Last year when Naruto‘s manga came to a close, I tried, unsuccessfully, to reproduce my initial enthusiasm and finish the series. Naruto: Ultimate Ninja Storm 4 provided an abridged recap, a final chapter in the saga, and the closure I needed to put the series aside.
Naruto Shippuden: Ultimate Ninja Storm 4 (PC, PS4 [reviewed], Xbox One)
Developer: Cyber Connect 2
Publisher: Bandai Namco
Released: February 9, 2016
Much like the previous Ninja Storm games, this is a combination of 3D multiplayer fighting with a truncated re-telling of the story of Shippuden. Starting in the midst of The Great Ninja War, Ultimate Ninja Storm 4‘s story mode tells the same tale as the manga and anime, cutting out any side action and pruning what’s left to the bare essentials. Where did Kakashi get his Sharingan? Who is the guy in the orange mask? Will Naruto ever convince people to “believe it”?
As a reminder of the story’s progression and to round off my enjoyment of Naruto, Ninja Storm 4 was a solid, satisfying experience. Featuring full English and Japanese voice tracks from the cast of the anime, the story mode tends to switch between ten-minute chunks of anime cutscene and short fight sequences as appropriate. There’s an awful lot of watching compared to playing, but as someone looking to get through the story, that suited me just fine.
The combat, which remains unchanged between the single-player story and multiplayer modes, favours style over substance.

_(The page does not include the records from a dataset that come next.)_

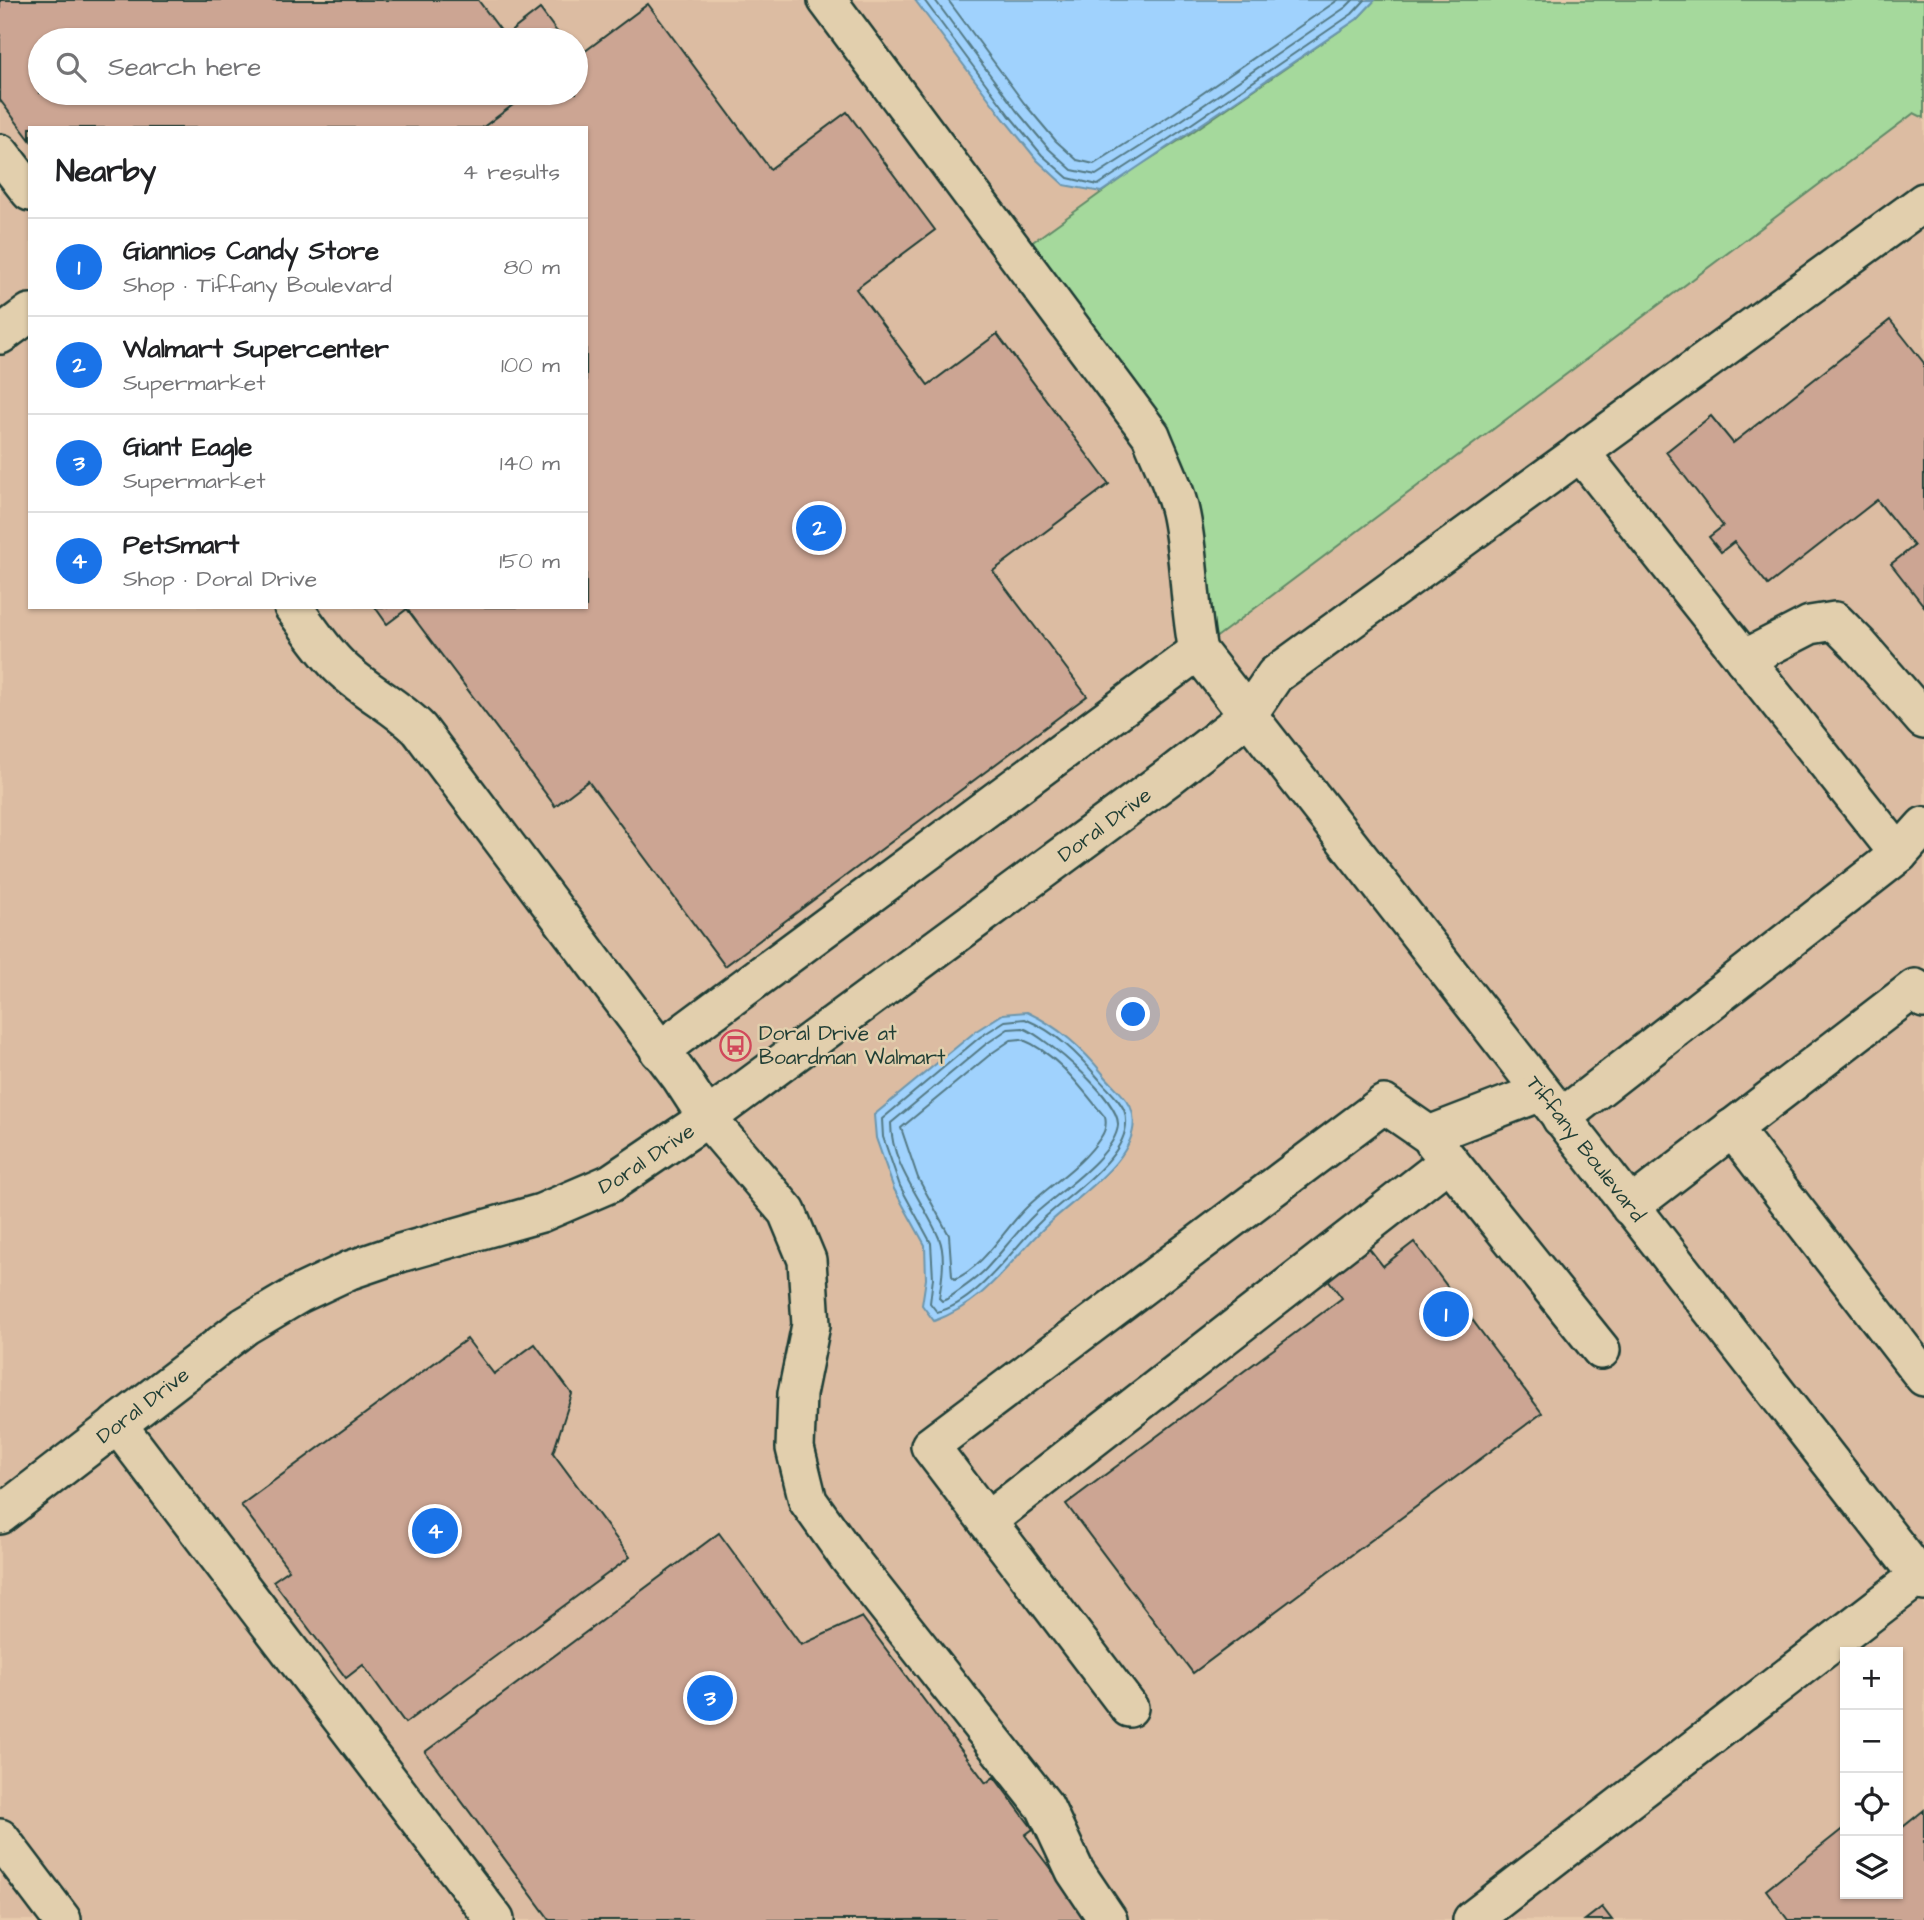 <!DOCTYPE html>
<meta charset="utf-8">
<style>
:root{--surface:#fff;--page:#f6f6f6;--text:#202124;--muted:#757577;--line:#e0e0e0;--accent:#1a73e8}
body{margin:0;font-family:"Architects Daughter",sans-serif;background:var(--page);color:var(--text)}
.controls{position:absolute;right:21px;bottom:21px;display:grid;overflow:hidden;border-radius:0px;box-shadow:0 2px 5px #0004}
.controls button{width:63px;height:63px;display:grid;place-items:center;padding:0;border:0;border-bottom:2px solid var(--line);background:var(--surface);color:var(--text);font:35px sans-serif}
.you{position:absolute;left:1134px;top:1015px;width:24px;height:24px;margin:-18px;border:5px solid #fff;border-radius:50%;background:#1a73e8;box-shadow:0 0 0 10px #1a73e833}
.badge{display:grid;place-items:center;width:46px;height:46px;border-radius:50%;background:var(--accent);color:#fff;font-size:23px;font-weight:700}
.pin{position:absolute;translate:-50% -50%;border:4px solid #fff;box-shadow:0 2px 7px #0006}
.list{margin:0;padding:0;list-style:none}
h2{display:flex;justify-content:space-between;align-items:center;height:91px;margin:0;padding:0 28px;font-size:30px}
h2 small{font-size:23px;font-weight:400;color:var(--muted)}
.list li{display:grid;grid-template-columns:46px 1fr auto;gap:21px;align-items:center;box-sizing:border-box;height:98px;padding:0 28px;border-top:2px solid var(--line)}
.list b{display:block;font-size:26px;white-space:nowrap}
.list p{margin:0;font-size:23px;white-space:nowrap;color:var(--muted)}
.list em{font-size:23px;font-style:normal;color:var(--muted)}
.icon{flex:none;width:38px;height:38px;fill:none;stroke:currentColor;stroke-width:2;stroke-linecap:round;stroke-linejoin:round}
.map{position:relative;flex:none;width:1924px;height:1920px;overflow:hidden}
.search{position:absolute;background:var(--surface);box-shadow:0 2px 5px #0004;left:28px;top:28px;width:560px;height:77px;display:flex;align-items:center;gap:18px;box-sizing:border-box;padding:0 24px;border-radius:38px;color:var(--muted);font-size:26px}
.panel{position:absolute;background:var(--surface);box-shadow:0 2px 5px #0004;left:28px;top:126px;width:560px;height:483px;border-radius:0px}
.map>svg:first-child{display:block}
</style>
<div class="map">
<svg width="1924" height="1920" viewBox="0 0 1924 1920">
<rect width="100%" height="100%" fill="#e8caac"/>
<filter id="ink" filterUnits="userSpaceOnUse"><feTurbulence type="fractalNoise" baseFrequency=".0143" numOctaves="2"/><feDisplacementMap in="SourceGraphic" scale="14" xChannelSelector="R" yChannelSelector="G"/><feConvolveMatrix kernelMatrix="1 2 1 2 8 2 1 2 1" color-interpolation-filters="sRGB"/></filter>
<g filter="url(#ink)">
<path fill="#dcbca2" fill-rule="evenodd" d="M 0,0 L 915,0 L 1004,119 L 1038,160 L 1064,185 L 1101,192 L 1016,254 L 1914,113 L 1924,118 L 1924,1920 L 0,1920 ZM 40,40 L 576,40 L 576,93 L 40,93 ZM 30,128 L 586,128 L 586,607 L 30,607 ZM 1845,1652 L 1898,1652 L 1898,1894 L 1845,1894 Z"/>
<path fill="#a5d99c" stroke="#628b68" stroke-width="2" d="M 1375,0 L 1924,0 L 1924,118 L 1914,113 L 1198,651 L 1181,513 L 1016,254 L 1134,169 L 1188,135 L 1357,19 Z"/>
<path fill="#a0d2fd" stroke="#6c96ad" stroke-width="2" d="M 915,0 L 1375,0 L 1357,19 L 1101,192 L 1064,185 L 1037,160 L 1004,119 Z
M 1027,1012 C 1059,1027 1082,1048 1104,1075 C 1112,1085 1127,1097 1131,1108 C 1149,1154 1073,1199 1046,1226 C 1007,1263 988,1301 934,1321 L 922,1305 L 926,1279 L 925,1245 L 894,1189 L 876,1138 L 874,1115 L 976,1031 L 1003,1014 Z"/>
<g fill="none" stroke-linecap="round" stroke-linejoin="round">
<path stroke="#537984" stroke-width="2" d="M 924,0 L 1009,115 L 1042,155 L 1068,178 L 1098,185 L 1184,129 L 1352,14 L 1365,0
M 935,0 L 1016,110 L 1049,149 L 1072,170 L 1096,175 L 1179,122 L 1346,7 L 1353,0
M 948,0 L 1024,103 L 1056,141 L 1077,160 L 1094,164 L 1174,113 L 1338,0
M 1025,1019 C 1056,1032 1078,1054 1099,1079 C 1107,1089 1122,1101 1125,1113 C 1136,1155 1065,1196 1040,1222 C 1012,1249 977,1303 937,1312 L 930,1303 L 933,1278 L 931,1243 L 900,1186 L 883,1137 L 882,1119 L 980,1037 L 1005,1021 Z
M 1023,1028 C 1046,1037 1120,1100 1118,1125 C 1116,1155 1056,1194 1035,1214 C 1017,1231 1002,1252 985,1270 C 974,1281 960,1290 947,1299 L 942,1301 L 939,1298 C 942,1280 946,1255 939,1238 C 923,1200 891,1166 891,1123 L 986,1044 L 1008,1029 Z
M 1021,1039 C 1057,1053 1081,1088 1105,1117 C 1107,1125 1105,1131 1101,1137 C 1082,1166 1052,1183 1027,1207 C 1004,1229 985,1266 955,1279 L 952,1276 L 949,1235 L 918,1178 L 901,1128 L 992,1053 L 1011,1040 Z"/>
</g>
<path fill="#cca593" stroke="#1f3d34" stroke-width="2" d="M 0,0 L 478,0 L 505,36 L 540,9 L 563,40 L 40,40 L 40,93 L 529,93 L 482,128 L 30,128 L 30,140 L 0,100 Z
M 648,4 L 770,169 L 847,112 L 935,230 L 856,289 L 928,385 L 997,334 L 1109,484 L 993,571 L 1087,696 L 725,966 L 588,781 L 555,806 L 407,609 L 387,624 L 375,607 L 586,607 L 586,128 L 482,128 L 529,93 L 576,93 L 576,58 Z
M 1890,320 L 1924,363 L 1924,606 L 1891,564 L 1914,546 L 1877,500 L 1768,585 L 1734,542 L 1721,552 L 1709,537 L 1723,526 L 1666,452 L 1711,416 L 1733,443 Z
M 1362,1239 L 1383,1266 L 1414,1242 L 1542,1413 L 1193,1673 L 1066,1504 L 1342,1298 L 1321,1270 Z
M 467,1339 L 494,1374 L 535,1344 L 572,1394 L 553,1453 L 630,1557 L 405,1723 L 363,1665 L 346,1678 L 273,1581 L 289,1570 L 241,1505 Z
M 719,1533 L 801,1645 L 862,1617 L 986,1783 L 994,1777 L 1033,1829 L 1025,1835 L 1089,1920 L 550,1920 L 425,1752 Z
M 1924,1810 L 1924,1920 L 1788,1920 L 1766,1890 L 1845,1827 L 1845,1894 L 1898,1894 L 1898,1831 Z
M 1602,1907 L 1612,1920 L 1585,1920 Z"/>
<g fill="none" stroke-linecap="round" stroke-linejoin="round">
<defs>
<g id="minor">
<path id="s1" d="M 827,0 L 1151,435 C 1161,461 1176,489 1181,516 C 1190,561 1189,606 1198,651 L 1924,1582"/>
<path d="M 0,153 L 30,192"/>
<path d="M 0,335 L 30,313"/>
<path d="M 1580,452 L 1899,854"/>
<path d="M 293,607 C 307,626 321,647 337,664 C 362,690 394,704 419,729 L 681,1078 L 707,1118 L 787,1212 L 807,1260 L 811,1325 L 797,1394 L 795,1448 L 808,1501 L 848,1557 L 1045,1807 L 1075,1871 L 1108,1920"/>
<path d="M 1744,659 L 1810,625 L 1835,621 L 1858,644 L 1924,720"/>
<path d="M 659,1051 L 1198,651"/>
<path d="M 1561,1118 L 1899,854 L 1924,826"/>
<path d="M 1732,1128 L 1924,1377"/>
<path d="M 1434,1142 L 1601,1350"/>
<path d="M 1630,1207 L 1915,988 L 1924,999"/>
<path d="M 117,1424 L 495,1920"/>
<path id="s2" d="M 0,1515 L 245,1326 L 299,1294 L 350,1270 L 400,1253 L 541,1213 L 611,1183 L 707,1118 L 1170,776 L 1247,716 L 1275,675 L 1924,202"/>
<path d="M 987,1521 L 1449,1161"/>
<path d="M 1129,1708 L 930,1446 L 1384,1104 L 1429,1135 L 1541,1092"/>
<path d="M 0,1838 L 62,1920"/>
<path d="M 1472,1920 L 1924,1572"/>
</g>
</defs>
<use href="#minor" stroke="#1f3d34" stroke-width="42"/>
<use href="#minor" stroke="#e2cfad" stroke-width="37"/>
</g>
</g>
<defs>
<symbol id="bus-ring" viewBox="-11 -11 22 22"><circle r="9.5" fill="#e2cfad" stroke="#d1495b" stroke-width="1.5"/><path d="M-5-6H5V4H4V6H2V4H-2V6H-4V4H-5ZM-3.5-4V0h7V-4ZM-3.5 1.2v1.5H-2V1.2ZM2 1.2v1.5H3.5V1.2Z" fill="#d1495b"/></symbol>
</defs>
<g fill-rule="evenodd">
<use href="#bus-ring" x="718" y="1028" width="35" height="35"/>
</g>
<g text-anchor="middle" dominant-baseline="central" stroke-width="5" stroke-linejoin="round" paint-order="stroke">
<g font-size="21" fill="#1f3d34" stroke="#e2cfad">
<text stroke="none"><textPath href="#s2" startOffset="1314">Doral Drive</textPath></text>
<text stroke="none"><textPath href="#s1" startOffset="1396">Tiffany Boulevard</textPath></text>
<text stroke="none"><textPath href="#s2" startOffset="747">Doral Drive</textPath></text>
<text stroke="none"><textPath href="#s2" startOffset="180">Doral Drive</textPath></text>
</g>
<g font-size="21" fill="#1f3d34" stroke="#e2cfad" text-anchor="start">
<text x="759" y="1033">Doral Drive at<tspan x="759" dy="24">Boardman Walmart</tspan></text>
</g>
</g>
</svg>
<div class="controls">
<button>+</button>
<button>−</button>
<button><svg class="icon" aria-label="locate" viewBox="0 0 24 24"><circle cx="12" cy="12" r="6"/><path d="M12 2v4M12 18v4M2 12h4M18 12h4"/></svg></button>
<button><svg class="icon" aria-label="layers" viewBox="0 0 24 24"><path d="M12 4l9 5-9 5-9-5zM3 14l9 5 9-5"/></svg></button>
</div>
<div class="you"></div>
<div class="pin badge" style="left:1446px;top:1314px">1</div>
<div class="pin badge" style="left:819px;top:528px">2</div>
<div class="pin badge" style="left:710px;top:1698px">3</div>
<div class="pin badge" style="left:435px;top:1531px">4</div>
<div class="search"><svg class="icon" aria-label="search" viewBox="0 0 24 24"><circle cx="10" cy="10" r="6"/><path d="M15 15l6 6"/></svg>Search here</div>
<section class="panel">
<h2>Nearby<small>4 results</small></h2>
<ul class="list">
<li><span class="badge">1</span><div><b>Giannios Candy Store</b><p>Shop · Tiffany Boulevard</p></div><em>80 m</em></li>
<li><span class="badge">2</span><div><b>Walmart Supercenter</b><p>Supermarket</p></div><em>100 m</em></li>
<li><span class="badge">3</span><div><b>Giant Eagle</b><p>Supermarket</p></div><em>140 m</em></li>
<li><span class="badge">4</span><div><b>PetSmart</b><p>Shop · Doral Drive</p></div><em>150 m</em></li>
</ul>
</section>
</div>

Characters use the same combo button presses and control in much the same way as each other. The primary difference between the cast is in visual flourish, the speed at which they move, and the type of over-the-top special attack they employ. It’s designed so that once you have wrapped your head around controlling one character, you can switch and play as another with very little additional practice needed.
In versus mode, you pick three characters from which to build a team. While you can switch characters mid-battle, the most interesting aspect of team selection is that pairing together characters with pre-existing narrative ties can result in the ability to perform special combination moves unique to the game. Put Sasuke and Naruto together, for example, and you’ll see a pretty cool-looking lightning Chidori Rasengan combination attack.
This simplification of combat mechanics is, in many ways, a welcome blessing, as the roster in Ultimate Ninja Storm 4 is enormous. There are multiple variants of the main cast with unique move-sets, everyone from end-of-the-story villains to minor characters. I spent hours with the game just trying to see every character’s top-end skills pulled off, and am well aware there’s a whole bunch of combination attacks I still have not seen.
Naruto Shippuden: Ultimate Ninja Storm 4 is fairly simple as a fighting game, and has evolved little mechanically over past iterations. Thankfully for me, it really didn’t need to do either of those things. It’s an extravagant, over-the-top spectacle where you get to watch teenage ninjas blow up chunks of the planet using magic attacks, and that’s pretty cool.
If, like me, you fell off the Naruto bandwagon during the early parts of Ninja War, it’s a great way to put a few hours in and still know how the whole narrative ended up playing out.
[This review is based on a retail build of the game provided by the publisher.]